There is a lot of racial prejudice shown towards the crippled black man, Crooks. Crooks has his own room separate to everyone else. This is because everyone on the ranch doesn’t want Crooks to be with them in the same bunk house. As a result of this prejudice, Crooks has become utterly lonely. When Lennie entered Crooks’ room looking for the puppie Lennie loves, Crooks instantly becomes defensive. “You go on get otta my room. I ain’t wanted in the bunk house, and you ain’t wanted in my room.” Because of Lennie’s lack of knowledge, Lennie is more in touch with the natural side of things, not the “civilised” side of things. “Why ain’t you wanted?” “Cause I’m black…” Lennie does not consider Crooks different from anybody else. Crooks really wants to be involved and have fun with the other ranch members but he cannot, because of his skin colour. Crooks is also discriminated by Curley’s wife. “Listen Nigger,” “You know what I can do to you if you open your trap?” Crooks stared hopelessly at her, and then he sat down on his bunk and drew into himself.” Curley’s wife does not show one bit of respect towards Crooks at all. All this hatred and discrimination has turned Crooks into a lonely, no self-belief or esteem, sorrowful man.

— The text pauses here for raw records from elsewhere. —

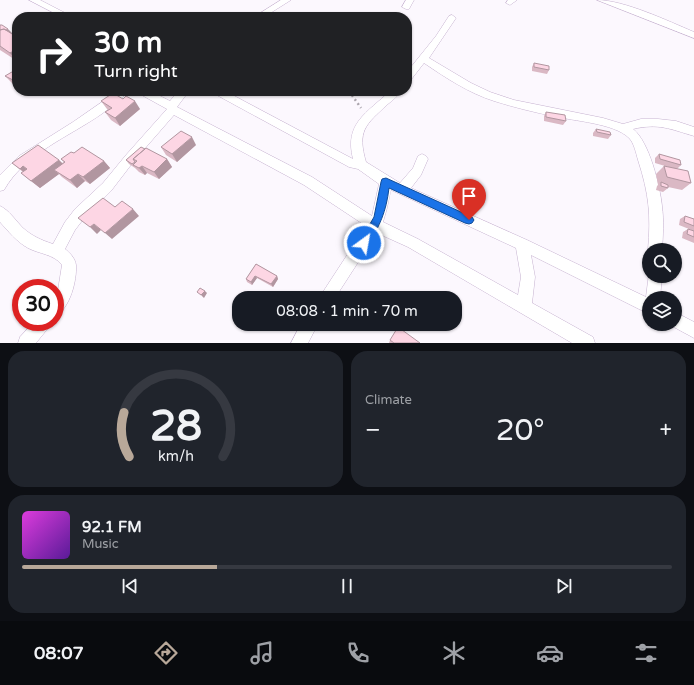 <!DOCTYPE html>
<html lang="en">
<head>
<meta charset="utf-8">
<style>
	body { margin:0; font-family:"Varela Round",sans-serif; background:#20242c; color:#f1f3f6; height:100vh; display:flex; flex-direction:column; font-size:15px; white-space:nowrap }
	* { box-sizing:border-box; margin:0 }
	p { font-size:13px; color:#9ea1a6 }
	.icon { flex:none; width:22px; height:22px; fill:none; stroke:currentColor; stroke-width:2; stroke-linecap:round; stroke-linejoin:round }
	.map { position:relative; height:343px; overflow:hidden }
	.details { display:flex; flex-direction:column; gap:8px; padding:8px; background:#0d0f14; flex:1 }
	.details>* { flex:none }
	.banner { position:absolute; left:12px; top:12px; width:400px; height:84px; border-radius:16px; box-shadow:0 1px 3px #0004; background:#202124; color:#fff; overflow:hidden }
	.buttons { position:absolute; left:642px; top:243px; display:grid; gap:8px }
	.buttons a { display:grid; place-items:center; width:40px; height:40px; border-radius:50%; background:#171b24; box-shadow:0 1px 3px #0004; font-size:20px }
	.speed { position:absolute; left:12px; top:279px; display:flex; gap:8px; font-size:20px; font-weight:700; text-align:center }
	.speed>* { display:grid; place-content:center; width:52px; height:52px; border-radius:50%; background:#171b24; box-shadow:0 1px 3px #0004; line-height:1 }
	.speed .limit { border:6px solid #d22; background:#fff; color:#111 }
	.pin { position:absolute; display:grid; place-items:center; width:34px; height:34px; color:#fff; margin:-41px -17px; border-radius:50% 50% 50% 0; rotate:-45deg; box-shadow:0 0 4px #0007 }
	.pin .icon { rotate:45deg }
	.me { position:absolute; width:44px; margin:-22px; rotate:32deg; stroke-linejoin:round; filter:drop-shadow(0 0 3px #0008) }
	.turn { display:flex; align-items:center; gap:14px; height:84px; padding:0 16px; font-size:18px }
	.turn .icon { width:52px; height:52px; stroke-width:2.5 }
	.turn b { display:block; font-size:28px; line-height:34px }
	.big { font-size:30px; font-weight:600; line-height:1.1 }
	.details .widget { flex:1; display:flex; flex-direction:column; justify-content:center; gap:6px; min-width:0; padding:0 14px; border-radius:16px; background:#20242c }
	.details .dial { align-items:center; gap:0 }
	.dial svg { height:104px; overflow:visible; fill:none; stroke:#363941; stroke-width:7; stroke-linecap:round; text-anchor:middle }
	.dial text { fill:#f1f3f6; stroke:none }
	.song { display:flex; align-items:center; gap:12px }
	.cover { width:48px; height:48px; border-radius:6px; background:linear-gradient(135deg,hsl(300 70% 55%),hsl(270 70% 35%)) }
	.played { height:4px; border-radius:2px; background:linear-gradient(90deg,#b8a899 30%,#363941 30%) }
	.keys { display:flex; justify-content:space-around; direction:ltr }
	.heat { display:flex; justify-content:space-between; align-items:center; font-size:22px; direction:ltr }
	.details .tiles { flex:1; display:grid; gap:8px; grid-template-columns:1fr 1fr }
	.widget:last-child { grid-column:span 2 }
	.trip { position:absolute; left:232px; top:291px; width:230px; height:40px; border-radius:16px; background:#171b24; box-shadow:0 1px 3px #0004; font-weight:600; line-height:40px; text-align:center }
	.dock { display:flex; height:64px; justify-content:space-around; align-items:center; background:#090b0e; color:#9ea1a6 }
	.dock .icon { width:28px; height:28px }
	.dock .selected { color:#b8a899 }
	.dock b { font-size:18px; color:#f1f3f6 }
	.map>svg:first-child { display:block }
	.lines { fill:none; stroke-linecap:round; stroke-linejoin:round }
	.minor-casing { stroke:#c6b2d0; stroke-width:1 }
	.path { stroke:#aba5ad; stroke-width:2.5; stroke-dasharray:2 3; stroke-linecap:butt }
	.minor { fill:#fff; fill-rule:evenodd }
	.wall { fill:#dab8c4 }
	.shaded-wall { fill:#b196a0 }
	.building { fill:#fdd6e4; stroke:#b196a0 }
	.route { fill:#1a73e8; stroke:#114b97 }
</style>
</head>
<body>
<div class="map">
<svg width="694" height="343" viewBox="0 0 694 343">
	<rect width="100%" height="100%" fill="#fcf8fe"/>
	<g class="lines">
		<defs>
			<path id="minor" d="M29,0H40L73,17H62Z
				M281,0H291L264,17H254Z
				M406,0H414L409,9H406L402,7Z
				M508,0H517L510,5L506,3Z
				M597,0C624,0 668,21 694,32V38Z
				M452,15L456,18L429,58L471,83L490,92L514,100L603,118L623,124L641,119H658L676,121L694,127V136C670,129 659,123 633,129C649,141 660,186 662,206C664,221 663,236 662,250H649V252L648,250C651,215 649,194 638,160C636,153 634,143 629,138C614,123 573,121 553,116C533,112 513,107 494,101C469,93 446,78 424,63L410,81L407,82V72L436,36L449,16Z
				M118,91H128C122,100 111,106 103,113C69,137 25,153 4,190L0,191V175L19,156L73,122Z
				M137,91H150L170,101L178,91H189L177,107L312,177L372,216L379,184L358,169L349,167L213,93L212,91H225L353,159C344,123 367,113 390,91H401C398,96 393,100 388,104C365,125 357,131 366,162L400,183L413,168L418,156L422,154L426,156L428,159L421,175L411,188L527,240L646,297L649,273V276H662L660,298H649V314L531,255L535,277L532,303L593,337L595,343H572L408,247L377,233L335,298H319L366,226L304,185L174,115L134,161L111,191L85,217L75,230L65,249C70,253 75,258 76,265C77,280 70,309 55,316V295L58,290L62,265C54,254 39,254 28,248C17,242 8,231 0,222V206C9,210 16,221 23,228C32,236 41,240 53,244L65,222L75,209L103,183L126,155L167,109L138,93ZM391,190L516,248L521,277L518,295L418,239L383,222L387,208Z
				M675,312L694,322V338L670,325L669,324H675Z
				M34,322H52L49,327L36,343H18L20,337Z
				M301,324H318L308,343H291Z"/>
		</defs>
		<!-- minor casing -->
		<use href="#minor" class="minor-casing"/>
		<!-- path -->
		<path class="path" d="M349,91L361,108"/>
		<!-- minor -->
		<use href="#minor" class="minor"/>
	</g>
	<!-- wall -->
	<path class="wall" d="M0,25L17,37V61L0,50Z
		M534,63L549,70L547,74L532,71V67Z
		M17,69V86L13,84L5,76Z
		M101,101L140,109L120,126L111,120L105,112L108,110L107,109Z
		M546,112L566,121L563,125L544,121V116Z
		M596,129L611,135L608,139L593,136V133Z
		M196,145L177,162L166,155L161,147Z
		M145,149L167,159L172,167L159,179L147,173L145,175L139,172L135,168L129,164L126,160Z
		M74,153L104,161L110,168L90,184L85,181L77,188L62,177L59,174L40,188L21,173L23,172L12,163L59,160L62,163L64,162L61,159Z
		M659,154L681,165L677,169L691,183L682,190L668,187V188L663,192L656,190L657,186L658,185L656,174L664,166L675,169L655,163V158Z
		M685,216L694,219V231L679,225L680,219Z
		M688,229L694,231V243L682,238L683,232Z
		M256,264L277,276L278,279L273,287L257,278L252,285L247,282L246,279Z
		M390,340L420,343H389Z"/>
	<!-- shaded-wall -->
	<path class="shaded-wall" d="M8,29L12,33L5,36L1,32Z
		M17,49V61L10,53Z
		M135,101L140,109L120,126L115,118Z
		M192,137L196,145L177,162L172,154Z
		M167,159L172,167L159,179L154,172Z
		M59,160L67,168L54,170L59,174L40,188L31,181Z
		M104,161L110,168L90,184L83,177Z
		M23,166L32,174L29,176L20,169Z
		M142,166L147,173L145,175L139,168Z
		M78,174L85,181L77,188L70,180Z
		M133,209L139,216L112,239L105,233Z
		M94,224L101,230L97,234L90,227Z
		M255,276L257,278L252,285L251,282Z
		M277,276L278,279L273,287L271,284Z
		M205,291L207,293L204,298L201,295Z"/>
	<!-- building -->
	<path class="building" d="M259,14L265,17H254Z
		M0,25H2L8,29L6,30L4,29L0,30Z
		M4,29L17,37V49L10,53L0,46V30Z
		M534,63L549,66V70L534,67Z
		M17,69V82L5,76Z
		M113,93L123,99L126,96L135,101L115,118L105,112L112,108L101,101Z
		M546,112L565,115L566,121L546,117Z
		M596,129L610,132L611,135L597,132Z
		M181,131L192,137L172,154L161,147Z
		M38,145L59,160L31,181L21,173L27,169L23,166L20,169L12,163Z
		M82,147L104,161L83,177L78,174L70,180L54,170L65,162L61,159L71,152L74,153Z
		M141,147L145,149L133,159L135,162L132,164L126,160Z
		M146,148L167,159L154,172L142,166L139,168L133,165L137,161L133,159Z
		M659,154L680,160L681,165L660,159Z
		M664,166L688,171L691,183L667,177Z
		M661,182L668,185V188L661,186Z
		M103,198L115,207L122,201L133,209L105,233L94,224L90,227L78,218Z
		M685,216L694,219V226L684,222Z
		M688,229L694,231V237L687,234Z
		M256,264L277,276L271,284L255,276L251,282L246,279Z
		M200,288L205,291L201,295L197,292Z
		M398,327L420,343H394L390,340Z"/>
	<!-- route -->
	<path class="route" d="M386,178L472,217L474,220L472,223L469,224L465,223L389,188C386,213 380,224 368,246L364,248L360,246L359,243L374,217L381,182L382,179Z"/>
</svg>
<div class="buttons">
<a><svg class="icon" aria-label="search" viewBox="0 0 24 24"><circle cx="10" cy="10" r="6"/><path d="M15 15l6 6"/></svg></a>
<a><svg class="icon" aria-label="layers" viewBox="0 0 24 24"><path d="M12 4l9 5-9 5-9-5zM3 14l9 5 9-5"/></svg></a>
</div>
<div class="speed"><div class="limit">30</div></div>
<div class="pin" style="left:469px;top:220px;background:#d93025"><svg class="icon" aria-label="arrive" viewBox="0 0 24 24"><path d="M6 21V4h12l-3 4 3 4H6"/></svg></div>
<svg class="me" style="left:364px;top:243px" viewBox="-20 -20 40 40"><circle r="17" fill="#1a73e8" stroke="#fff" stroke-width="3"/><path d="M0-11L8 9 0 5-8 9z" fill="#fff"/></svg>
<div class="trip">08:08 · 1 min · 70 m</div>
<div class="banner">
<div class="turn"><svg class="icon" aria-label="right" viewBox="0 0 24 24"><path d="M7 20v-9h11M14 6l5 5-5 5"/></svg><div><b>30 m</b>Turn right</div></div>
</div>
</div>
<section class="details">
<div class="tiles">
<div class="widget dial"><svg viewBox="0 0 100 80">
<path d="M14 69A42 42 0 1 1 86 69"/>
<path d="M14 69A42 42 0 0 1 10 35" stroke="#b8a899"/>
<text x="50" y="56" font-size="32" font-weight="700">28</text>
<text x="50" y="72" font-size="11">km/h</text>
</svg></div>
<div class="widget"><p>Climate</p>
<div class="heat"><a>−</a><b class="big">20°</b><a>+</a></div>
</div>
<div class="widget">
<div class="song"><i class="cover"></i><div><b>92.1 FM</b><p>Music</p></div></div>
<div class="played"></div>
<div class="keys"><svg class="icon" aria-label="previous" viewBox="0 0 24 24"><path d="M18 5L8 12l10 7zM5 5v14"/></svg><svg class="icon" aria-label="pause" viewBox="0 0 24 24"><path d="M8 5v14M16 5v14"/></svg><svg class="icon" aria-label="next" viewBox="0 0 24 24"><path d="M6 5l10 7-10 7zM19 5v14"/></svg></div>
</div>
</div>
</section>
<nav class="dock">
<b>08:07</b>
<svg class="icon selected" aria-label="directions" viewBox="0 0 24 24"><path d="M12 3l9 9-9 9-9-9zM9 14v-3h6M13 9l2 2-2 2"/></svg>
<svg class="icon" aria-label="music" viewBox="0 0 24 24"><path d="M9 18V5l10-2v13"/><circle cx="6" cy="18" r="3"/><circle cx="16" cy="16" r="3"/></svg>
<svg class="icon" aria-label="phone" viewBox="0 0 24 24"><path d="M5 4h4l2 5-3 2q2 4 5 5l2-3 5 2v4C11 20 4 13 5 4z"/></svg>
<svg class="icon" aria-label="climate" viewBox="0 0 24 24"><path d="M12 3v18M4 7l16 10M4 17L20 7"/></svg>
<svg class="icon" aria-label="car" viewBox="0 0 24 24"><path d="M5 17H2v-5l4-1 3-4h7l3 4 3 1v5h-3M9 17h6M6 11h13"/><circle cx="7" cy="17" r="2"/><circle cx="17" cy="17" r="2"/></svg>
<svg class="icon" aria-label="filters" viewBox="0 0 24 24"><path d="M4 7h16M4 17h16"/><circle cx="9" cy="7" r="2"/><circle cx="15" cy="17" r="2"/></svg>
</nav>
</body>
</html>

Curley’s wife is sexually prejudiced because she is a woman. Since the ranch is male dominant, she is lonely and her social status goes down too. When Crooks asked Curley’s wife to leave his room, she instantly said, “Listen nigger,” You know what I can do to you if you open your trap.” Her prejudice is a last resort. She knows it’s the only weapon she has to assert that she’s worth something. Prejudice is just another tool she has to cut others down, which is the only way she can feel like she isn’t a worthless nobody. In relevance to social prejudice, not giving a name to Curley’s wife has something to do with her being insignificant. No one on the ranch talks to her. Curley’s wife is always looking for attention and flirting with all the ranch members, which turns them off immensely. “She got the eye goin’ on all the time on everybody. I bet she even gives the stable buck the eye. I don’t know what the hell she wants.” says Whit. "Ranch with a bunch of guys on it ain't no place for a girl, specially like her" says George. The ranch members don’t like or trust Curley’s wife.

Candy is also socially prejudiced. He is socially prejudiced because he’s old and not ‘useful’, and because he has a disability. Since Candy is old and fragile, he is unable to do most of the work the other ranch members do. This instantly makes Candy an outsider. Candy was one happy with his dog, but ever since his dog got shot, he’s been lonely. Lennie is also socially prejudiced because he’s mentally disabled. When the ranch members go out with George, Lennie doesn’t get invited because he cannot socially interact very well. The same happens when the ranch members go out and do activities. George goes along but Lennie doesn’t because he’s just incapable.

This novel represents what happened during the past. The prejudice and discrimination people suffered from especially the black men in America. They had very few rights back in the day. Women also had very few rights. There are many different types of prejudice in Of Mice and Men and sadly enough, prejudice and discrimination still exists nowadays too.